Filter the listing below, keeping only the lines with the word "column".
§ §
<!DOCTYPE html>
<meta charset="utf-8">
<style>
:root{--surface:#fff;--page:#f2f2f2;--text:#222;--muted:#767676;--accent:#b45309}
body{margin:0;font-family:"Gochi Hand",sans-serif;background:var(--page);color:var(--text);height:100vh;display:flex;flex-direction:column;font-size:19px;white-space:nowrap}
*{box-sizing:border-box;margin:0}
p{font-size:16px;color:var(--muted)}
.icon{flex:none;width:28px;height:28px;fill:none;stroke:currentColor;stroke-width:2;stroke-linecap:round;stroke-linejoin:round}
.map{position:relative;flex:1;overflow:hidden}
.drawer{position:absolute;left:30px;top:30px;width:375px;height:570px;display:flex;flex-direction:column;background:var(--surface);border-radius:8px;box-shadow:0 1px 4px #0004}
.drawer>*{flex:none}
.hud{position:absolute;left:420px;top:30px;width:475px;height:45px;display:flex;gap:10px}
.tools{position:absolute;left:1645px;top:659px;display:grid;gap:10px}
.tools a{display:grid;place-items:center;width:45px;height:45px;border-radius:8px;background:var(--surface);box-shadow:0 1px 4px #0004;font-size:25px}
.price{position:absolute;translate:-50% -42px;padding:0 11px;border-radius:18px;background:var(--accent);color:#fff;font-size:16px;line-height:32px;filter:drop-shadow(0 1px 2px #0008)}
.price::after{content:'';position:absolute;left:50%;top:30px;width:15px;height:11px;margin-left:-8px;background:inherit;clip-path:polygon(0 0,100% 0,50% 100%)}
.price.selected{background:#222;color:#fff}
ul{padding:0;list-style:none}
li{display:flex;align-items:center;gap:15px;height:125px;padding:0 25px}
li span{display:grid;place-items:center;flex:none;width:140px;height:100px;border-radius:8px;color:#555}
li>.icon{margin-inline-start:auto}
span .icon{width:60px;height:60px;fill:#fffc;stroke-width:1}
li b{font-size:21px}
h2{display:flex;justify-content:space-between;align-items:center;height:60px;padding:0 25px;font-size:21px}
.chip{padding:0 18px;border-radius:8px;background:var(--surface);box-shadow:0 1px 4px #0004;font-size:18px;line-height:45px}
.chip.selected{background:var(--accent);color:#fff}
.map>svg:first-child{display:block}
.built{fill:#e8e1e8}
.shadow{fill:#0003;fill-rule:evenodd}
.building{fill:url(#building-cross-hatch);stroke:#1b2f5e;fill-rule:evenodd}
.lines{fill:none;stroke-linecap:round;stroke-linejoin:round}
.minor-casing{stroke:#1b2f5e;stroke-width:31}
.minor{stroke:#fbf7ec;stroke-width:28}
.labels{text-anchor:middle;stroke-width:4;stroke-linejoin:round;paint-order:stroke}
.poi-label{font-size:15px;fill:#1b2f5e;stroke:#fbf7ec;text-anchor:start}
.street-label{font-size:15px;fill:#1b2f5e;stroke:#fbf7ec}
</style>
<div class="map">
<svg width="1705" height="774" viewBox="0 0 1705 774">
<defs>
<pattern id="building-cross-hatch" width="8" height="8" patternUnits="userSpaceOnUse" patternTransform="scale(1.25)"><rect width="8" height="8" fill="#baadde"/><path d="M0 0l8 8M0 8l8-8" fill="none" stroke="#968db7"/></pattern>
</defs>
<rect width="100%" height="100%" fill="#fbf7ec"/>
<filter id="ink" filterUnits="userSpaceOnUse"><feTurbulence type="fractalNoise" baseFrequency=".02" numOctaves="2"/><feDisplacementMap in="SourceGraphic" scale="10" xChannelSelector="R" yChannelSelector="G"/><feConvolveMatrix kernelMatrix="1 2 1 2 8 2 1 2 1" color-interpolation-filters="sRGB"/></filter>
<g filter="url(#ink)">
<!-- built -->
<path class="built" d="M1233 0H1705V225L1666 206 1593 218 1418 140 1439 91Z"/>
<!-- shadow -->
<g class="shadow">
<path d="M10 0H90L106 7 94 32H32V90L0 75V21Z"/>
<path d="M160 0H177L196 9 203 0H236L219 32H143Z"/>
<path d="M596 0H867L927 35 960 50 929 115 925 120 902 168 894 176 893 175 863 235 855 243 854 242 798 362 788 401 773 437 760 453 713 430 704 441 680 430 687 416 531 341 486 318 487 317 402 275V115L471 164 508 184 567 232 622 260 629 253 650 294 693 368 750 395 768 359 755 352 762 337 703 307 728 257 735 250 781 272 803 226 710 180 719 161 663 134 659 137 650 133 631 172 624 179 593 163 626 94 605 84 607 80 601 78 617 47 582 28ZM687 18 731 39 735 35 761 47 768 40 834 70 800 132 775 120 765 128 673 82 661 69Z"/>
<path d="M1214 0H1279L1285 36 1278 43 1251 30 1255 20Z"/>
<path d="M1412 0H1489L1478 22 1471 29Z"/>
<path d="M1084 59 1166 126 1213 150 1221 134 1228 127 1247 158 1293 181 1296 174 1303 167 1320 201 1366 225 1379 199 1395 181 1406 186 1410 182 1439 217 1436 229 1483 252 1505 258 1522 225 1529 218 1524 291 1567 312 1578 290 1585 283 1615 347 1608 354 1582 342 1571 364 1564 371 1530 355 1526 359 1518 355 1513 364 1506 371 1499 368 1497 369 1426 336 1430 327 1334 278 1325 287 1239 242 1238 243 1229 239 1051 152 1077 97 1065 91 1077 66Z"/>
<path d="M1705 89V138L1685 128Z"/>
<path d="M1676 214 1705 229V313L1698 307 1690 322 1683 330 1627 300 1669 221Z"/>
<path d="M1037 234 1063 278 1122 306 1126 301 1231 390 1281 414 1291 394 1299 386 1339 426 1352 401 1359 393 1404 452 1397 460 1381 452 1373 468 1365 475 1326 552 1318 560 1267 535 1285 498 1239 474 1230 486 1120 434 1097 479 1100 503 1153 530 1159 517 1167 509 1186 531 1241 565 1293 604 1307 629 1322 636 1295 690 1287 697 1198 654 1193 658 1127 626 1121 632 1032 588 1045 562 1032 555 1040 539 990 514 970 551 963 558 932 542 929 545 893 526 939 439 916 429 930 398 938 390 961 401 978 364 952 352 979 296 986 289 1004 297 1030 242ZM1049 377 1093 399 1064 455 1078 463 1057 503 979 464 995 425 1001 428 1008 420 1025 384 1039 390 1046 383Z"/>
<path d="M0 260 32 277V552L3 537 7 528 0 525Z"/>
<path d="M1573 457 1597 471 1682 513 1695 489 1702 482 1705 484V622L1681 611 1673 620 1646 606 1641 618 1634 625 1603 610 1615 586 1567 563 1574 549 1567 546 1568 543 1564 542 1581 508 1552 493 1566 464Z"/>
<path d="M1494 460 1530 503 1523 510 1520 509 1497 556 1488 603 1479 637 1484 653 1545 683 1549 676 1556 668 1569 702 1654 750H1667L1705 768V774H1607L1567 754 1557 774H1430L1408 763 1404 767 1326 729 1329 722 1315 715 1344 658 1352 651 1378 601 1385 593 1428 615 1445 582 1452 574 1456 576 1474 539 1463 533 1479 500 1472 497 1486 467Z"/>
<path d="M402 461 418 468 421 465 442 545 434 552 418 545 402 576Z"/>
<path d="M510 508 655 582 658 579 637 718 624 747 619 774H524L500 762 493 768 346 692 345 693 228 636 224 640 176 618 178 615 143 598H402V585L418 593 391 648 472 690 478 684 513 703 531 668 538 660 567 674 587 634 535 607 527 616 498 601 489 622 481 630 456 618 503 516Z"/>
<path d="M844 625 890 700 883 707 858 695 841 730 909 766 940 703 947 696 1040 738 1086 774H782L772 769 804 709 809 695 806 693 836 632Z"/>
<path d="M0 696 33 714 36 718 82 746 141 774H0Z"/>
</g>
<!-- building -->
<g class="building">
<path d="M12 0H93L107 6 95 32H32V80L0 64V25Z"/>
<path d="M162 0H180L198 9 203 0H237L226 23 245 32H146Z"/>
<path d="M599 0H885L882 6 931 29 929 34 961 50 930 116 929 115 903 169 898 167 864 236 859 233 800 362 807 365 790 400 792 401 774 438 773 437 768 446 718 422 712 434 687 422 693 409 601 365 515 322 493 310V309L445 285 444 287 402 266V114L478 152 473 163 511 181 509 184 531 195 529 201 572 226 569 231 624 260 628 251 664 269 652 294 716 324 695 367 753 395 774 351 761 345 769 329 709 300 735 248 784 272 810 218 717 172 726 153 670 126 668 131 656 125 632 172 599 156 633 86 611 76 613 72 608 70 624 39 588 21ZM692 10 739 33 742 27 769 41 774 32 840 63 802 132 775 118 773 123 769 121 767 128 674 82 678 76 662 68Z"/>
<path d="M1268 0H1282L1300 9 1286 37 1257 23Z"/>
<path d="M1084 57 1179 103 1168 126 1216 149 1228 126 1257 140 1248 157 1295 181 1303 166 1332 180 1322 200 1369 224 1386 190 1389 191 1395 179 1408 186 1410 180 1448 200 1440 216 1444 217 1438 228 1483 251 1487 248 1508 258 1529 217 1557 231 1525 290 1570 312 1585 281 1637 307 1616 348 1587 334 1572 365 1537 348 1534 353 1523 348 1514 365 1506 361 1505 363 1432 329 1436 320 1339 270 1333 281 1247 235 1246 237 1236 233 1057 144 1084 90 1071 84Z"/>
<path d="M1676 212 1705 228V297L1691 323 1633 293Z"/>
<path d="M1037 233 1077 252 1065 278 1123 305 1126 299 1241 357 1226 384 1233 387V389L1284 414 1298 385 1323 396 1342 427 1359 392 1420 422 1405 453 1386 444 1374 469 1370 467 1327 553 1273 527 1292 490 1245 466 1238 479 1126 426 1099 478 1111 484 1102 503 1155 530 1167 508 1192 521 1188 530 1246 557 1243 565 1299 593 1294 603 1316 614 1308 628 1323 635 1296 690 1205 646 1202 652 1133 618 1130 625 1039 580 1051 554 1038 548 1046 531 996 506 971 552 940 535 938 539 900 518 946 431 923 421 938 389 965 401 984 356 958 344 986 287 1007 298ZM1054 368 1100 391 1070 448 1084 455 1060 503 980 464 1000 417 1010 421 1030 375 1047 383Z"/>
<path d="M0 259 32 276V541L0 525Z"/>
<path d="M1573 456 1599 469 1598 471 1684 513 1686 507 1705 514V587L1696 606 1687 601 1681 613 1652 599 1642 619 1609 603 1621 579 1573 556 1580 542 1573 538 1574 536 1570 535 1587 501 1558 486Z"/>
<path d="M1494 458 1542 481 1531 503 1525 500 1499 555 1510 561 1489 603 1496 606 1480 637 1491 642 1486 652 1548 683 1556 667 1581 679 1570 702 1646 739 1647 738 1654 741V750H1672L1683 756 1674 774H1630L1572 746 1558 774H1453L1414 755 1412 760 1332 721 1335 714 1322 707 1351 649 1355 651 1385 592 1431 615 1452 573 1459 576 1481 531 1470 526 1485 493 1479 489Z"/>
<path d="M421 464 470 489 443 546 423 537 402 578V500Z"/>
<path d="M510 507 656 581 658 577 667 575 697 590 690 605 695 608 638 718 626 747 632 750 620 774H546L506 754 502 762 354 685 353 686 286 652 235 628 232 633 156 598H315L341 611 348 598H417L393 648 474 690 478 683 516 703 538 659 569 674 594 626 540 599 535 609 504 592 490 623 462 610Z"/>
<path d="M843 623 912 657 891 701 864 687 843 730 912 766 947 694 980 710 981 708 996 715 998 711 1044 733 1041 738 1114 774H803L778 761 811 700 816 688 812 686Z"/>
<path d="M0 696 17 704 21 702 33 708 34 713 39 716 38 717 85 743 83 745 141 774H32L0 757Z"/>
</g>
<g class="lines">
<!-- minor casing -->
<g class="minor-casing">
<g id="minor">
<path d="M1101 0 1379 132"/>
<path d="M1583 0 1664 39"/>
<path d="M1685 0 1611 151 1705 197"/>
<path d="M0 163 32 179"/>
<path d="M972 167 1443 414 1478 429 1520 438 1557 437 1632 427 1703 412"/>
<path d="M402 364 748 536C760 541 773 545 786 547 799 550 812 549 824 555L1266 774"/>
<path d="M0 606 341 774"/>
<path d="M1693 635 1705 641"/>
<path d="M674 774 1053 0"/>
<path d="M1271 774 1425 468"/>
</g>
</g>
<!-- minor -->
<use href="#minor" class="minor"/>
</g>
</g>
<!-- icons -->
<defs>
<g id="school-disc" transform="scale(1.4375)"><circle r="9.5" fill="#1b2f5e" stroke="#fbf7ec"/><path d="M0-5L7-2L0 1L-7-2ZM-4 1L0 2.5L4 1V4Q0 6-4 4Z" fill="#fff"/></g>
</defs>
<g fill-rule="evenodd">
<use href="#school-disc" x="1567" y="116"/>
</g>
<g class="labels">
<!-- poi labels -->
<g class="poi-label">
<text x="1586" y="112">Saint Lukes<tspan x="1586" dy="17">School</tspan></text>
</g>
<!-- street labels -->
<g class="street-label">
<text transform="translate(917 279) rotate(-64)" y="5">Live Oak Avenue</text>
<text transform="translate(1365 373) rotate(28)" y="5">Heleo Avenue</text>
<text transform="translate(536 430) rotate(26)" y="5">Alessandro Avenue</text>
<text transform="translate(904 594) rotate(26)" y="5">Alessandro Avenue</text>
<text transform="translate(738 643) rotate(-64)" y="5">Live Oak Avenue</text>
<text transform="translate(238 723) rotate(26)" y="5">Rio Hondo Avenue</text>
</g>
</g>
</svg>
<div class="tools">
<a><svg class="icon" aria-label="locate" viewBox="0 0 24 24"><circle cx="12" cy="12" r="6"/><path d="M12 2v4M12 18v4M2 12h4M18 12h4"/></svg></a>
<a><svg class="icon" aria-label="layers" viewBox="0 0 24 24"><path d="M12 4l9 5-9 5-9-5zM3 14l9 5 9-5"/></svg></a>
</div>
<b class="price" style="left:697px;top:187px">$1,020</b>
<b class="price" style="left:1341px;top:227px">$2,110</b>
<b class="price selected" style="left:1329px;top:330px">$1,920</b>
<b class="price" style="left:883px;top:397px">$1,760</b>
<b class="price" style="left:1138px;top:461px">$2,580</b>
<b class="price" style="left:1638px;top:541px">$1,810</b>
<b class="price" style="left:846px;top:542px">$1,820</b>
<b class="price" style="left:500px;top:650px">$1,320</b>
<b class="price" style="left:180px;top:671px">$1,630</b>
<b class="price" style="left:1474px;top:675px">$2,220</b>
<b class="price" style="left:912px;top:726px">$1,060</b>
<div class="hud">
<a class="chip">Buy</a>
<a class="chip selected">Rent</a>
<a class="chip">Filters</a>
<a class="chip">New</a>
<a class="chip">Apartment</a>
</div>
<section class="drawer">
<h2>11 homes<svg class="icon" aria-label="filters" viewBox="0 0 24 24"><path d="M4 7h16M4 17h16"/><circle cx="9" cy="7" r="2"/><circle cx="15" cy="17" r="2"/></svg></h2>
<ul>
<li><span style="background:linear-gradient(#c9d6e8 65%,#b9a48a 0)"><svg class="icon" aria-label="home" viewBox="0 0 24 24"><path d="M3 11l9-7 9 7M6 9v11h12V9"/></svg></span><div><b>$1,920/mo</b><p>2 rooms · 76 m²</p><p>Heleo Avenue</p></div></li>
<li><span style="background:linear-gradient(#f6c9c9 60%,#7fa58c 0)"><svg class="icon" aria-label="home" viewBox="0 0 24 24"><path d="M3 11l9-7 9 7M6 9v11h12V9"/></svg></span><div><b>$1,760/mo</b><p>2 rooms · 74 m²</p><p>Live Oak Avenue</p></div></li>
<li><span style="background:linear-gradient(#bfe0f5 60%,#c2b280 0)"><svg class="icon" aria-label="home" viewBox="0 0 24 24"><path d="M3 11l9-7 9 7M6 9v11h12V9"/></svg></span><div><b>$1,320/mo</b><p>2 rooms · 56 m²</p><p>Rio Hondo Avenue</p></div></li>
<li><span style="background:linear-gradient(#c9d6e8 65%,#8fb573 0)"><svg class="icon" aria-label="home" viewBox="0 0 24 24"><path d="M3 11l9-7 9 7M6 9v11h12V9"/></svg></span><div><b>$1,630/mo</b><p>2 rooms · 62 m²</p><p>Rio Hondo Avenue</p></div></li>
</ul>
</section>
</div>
§ §
Exercise output:
body{margin:0;font-family:"Gochi Hand",sans-serif;background:var(--page);color:var(--text);height:100vh;display:flex;flex-direction:column;font-size:19px;white-space:nowrap}
.drawer{position:absolute;left:30px;top:30px;width:375px;height:570px;display:flex;flex-direction:column;background:var(--surface);border-radius:8px;box-shadow:0 1px 4px #0004}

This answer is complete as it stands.